Mary Lee has today's line and says, "Right now this seems to be a poem of friendship, a poem of comfort...with the possibility of a little magic thrown in. What will become of those silver slippers?"


If you are reading this
you must be hungry
Kick off your silver slippers
Come sit with us a spell

A hanky, here, now dry your tears
And fill your glass with wine

While this may be the first-ever Kidlit NPM Progressive Poem, what we're all playing at actually has a long history, beginning with a parlor game called Consequences played during the Victorian era. Here's how the middle- and upper-classes amused themselves of an evening once leisure time was established and before radio and TV took over, from Wikipedia:

Each person takes a turn choosing a word or phrase for one of nine questions, in this order.

1.Adjective for man
2.Man's name
3.MET
4.Adjective for woman
5.Woman's name
6.Where they met
7.He wore
8.She wore
9.He said to her
10.She said to him
11.The consequence was… (a description of what happened after)
12.What the world said

Then the story is read (for example):  Scary Bob met voluptuous Alice at the zoo. He wore a giant yellow banana costume She wore a lime green string vest, & a pink tutu. He said "This is delicious," she said "Hit me baby one more time." The consequence was that they eloped to Mexico.

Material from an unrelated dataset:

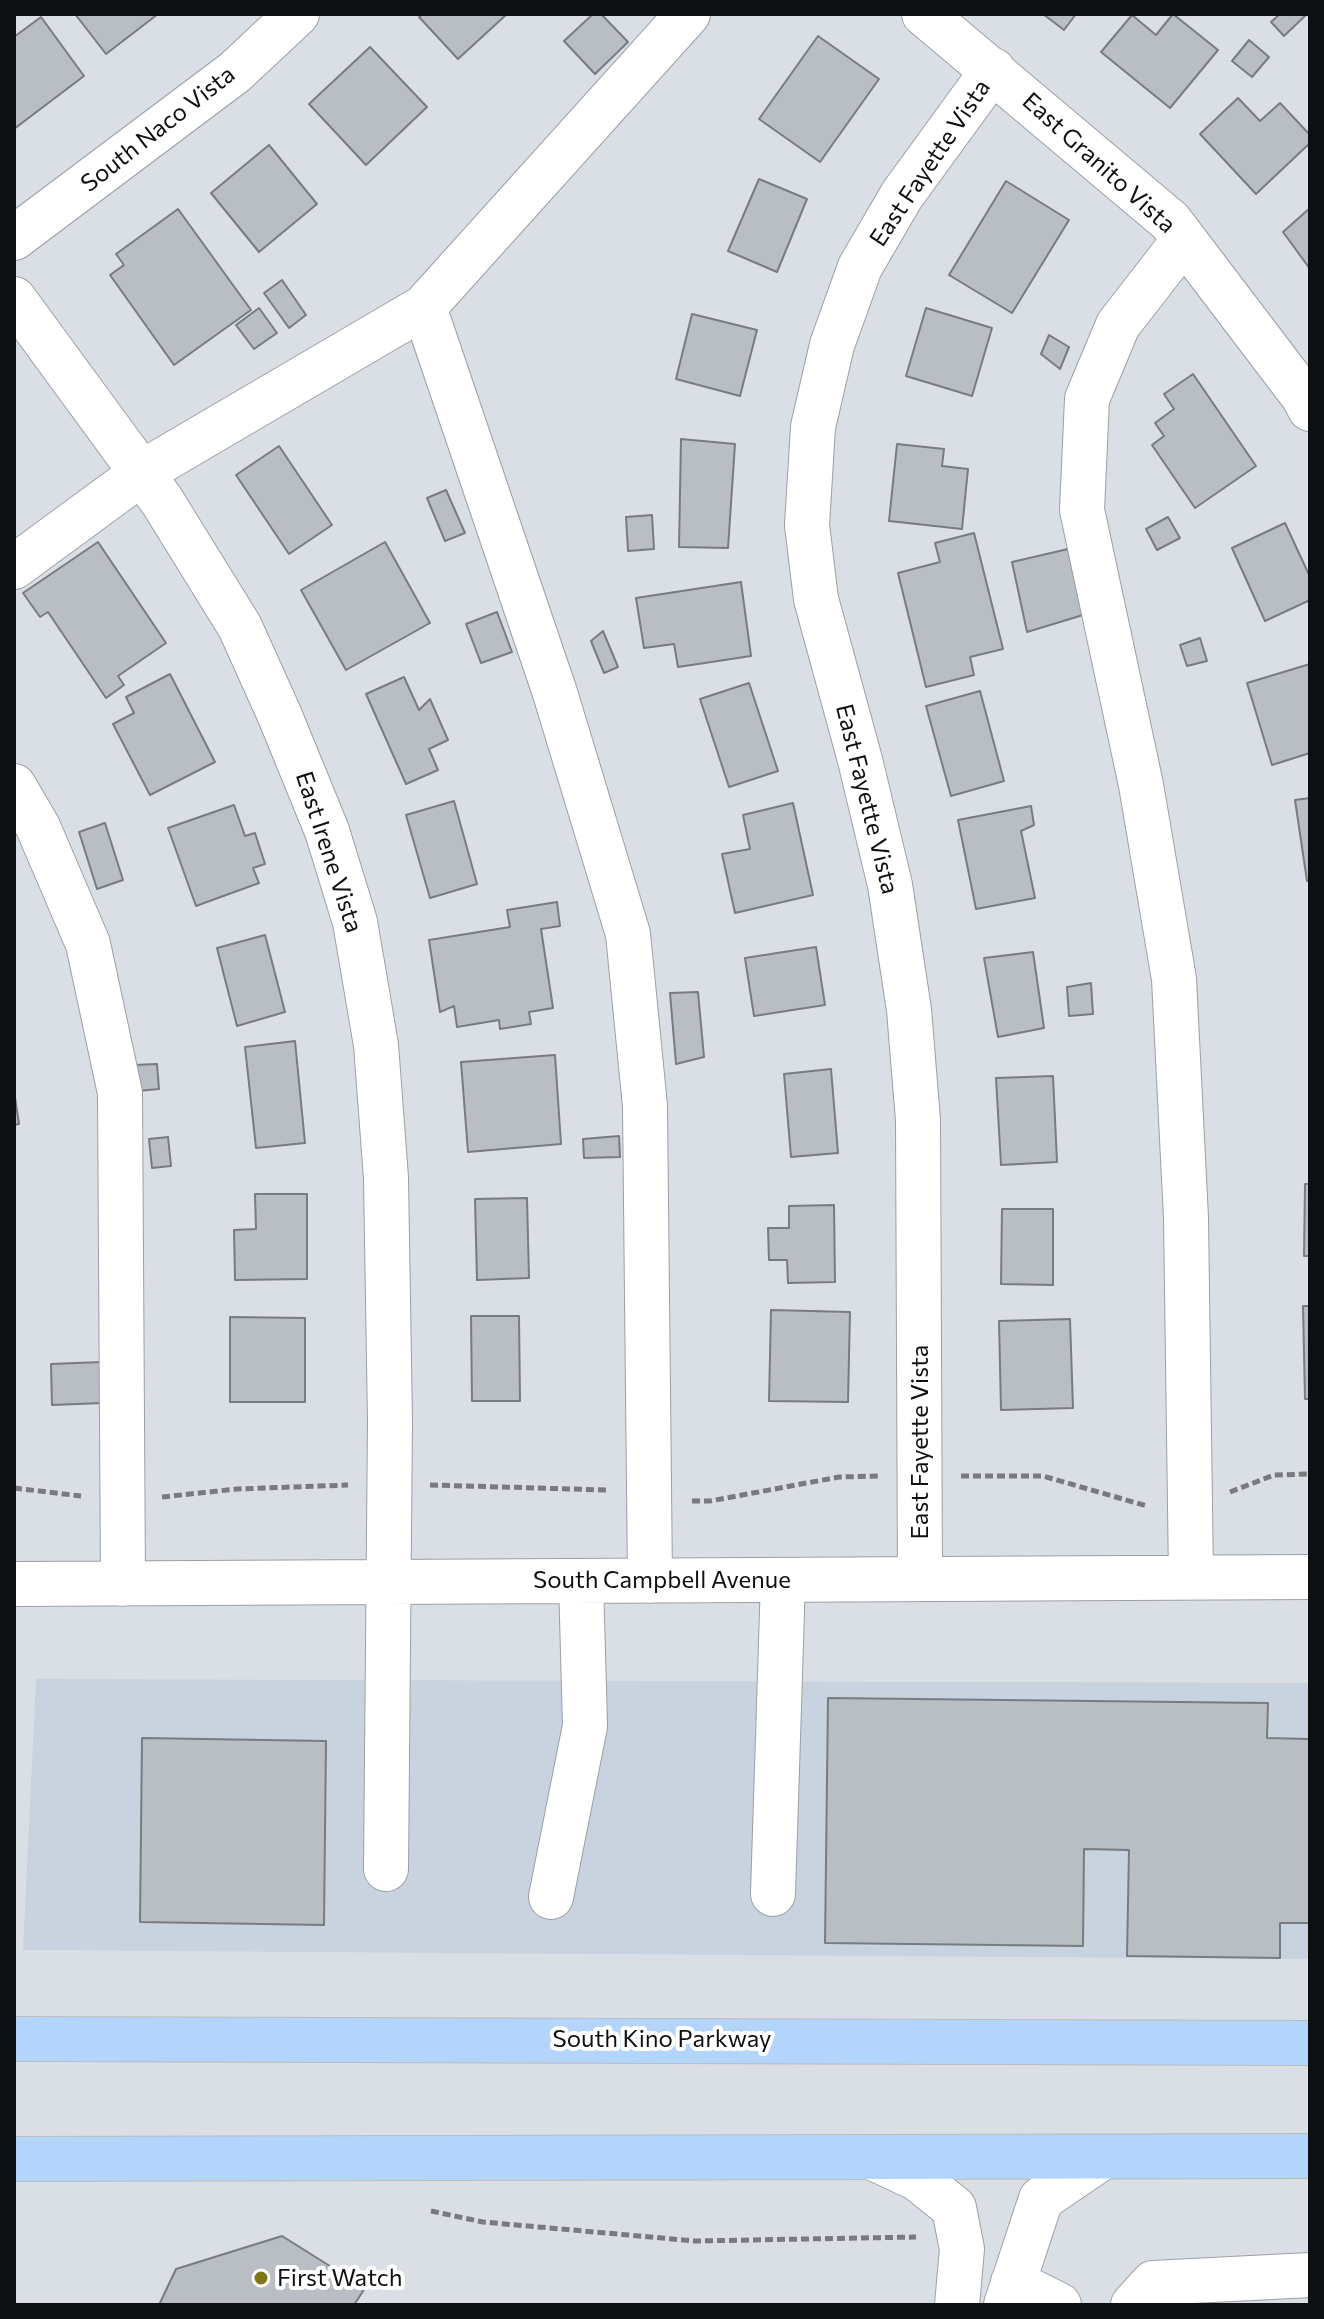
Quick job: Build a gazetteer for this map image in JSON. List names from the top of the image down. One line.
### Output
{"streets":{"main road":["South Kino Parkway"],"street":["South Naco Vista","East Fayette Vista","East Granito Vista","East Irene Vista","South Campbell Avenue"]},"crossings":[["East Fayette Vista","East Granito Vista"],["East Fayette Vista","South Campbell Avenue"],["East Irene Vista","South Campbell Avenue"]],"places":["First Watch"]}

The world said "the femme fatale will always win".
The game is traditionally played by writing the words on paper and folding the paper to hide the previous words before passing it to the next player.  You can see how this led fairly directly to Madlibs, which were introduced as a paper-and-pencil game in 1958 by Roger Price and "Honeymooners" script writer Leonard Stern. (In his little memoir, Leonard insists that the two originated the Madlibs concept, but of course in 1958 there was no Wikipedia to describe the game of Consequences for them.)

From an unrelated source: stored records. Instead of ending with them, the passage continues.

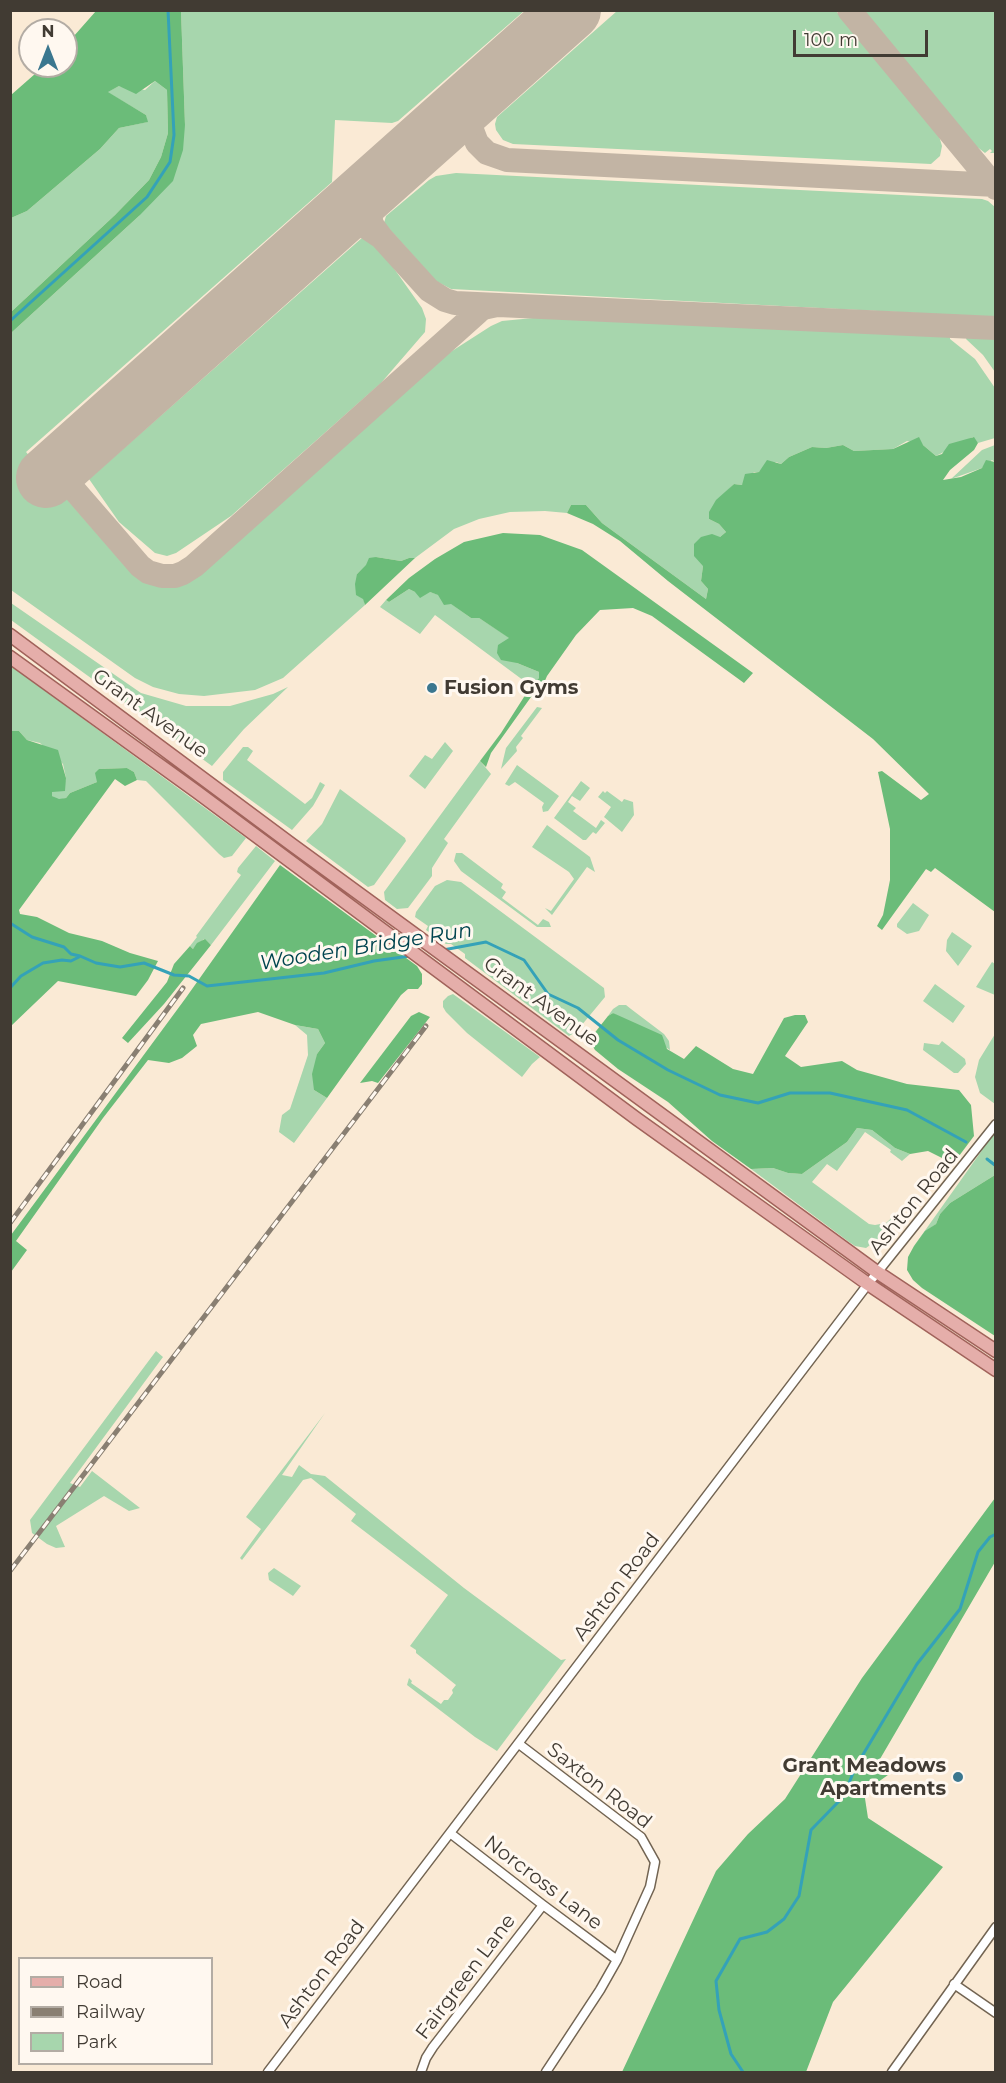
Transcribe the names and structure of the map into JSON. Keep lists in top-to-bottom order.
{
  "streets": {
    "main road": ["Grant Avenue"],
    "street": [
      "Ashton Road",
      "Saxton Road",
      "Norcross Lane",
      "Fairgreen Lane"
    ]
  },
  "crossings": [
    ["Grant Avenue", "Ashton Road"],
    ["Ashton Road", "Saxton Road"],
    ["Ashton Road", "Norcross Lane"],
    ["Saxton Road", "Norcross Lane"],
    ["Norcross Lane", "Fairgreen Lane"]
  ],
  "water": ["Wooden Bridge Run"],
  "places": ["Fusion Gyms", "Grant Meadows Apartments"],
  "legend": ["Road", "Railway", "Park"],
  "scale_bar": "100 m",
  "north": "top"
}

By 1925 at least, a group of artists (both visual and literary) of the Dada and Surrealist movements were using the Consequences technique, which came be known as le cadavre exquis (from one of the early playings of the game in Paris).  According to Andre Breton, "we would turn to games; written games at first, contrived so that elements of language attacked each other in the most paradoxical manner possible, and so that human communication, misled from the start, was thrown into the mood most amenable to adventure." 
From this came lines like, "The completely black light lays down day and night the powerless suspension to do any good."

The jump from paradoxical juxtapositions of words to those of drawings, especially body parts, is easy to make, and I personally learned the Exquisite Corpse game as a drawing game, with each section of the body hidden by folding as the paper passes around.   Here are some of the Surrealists' results.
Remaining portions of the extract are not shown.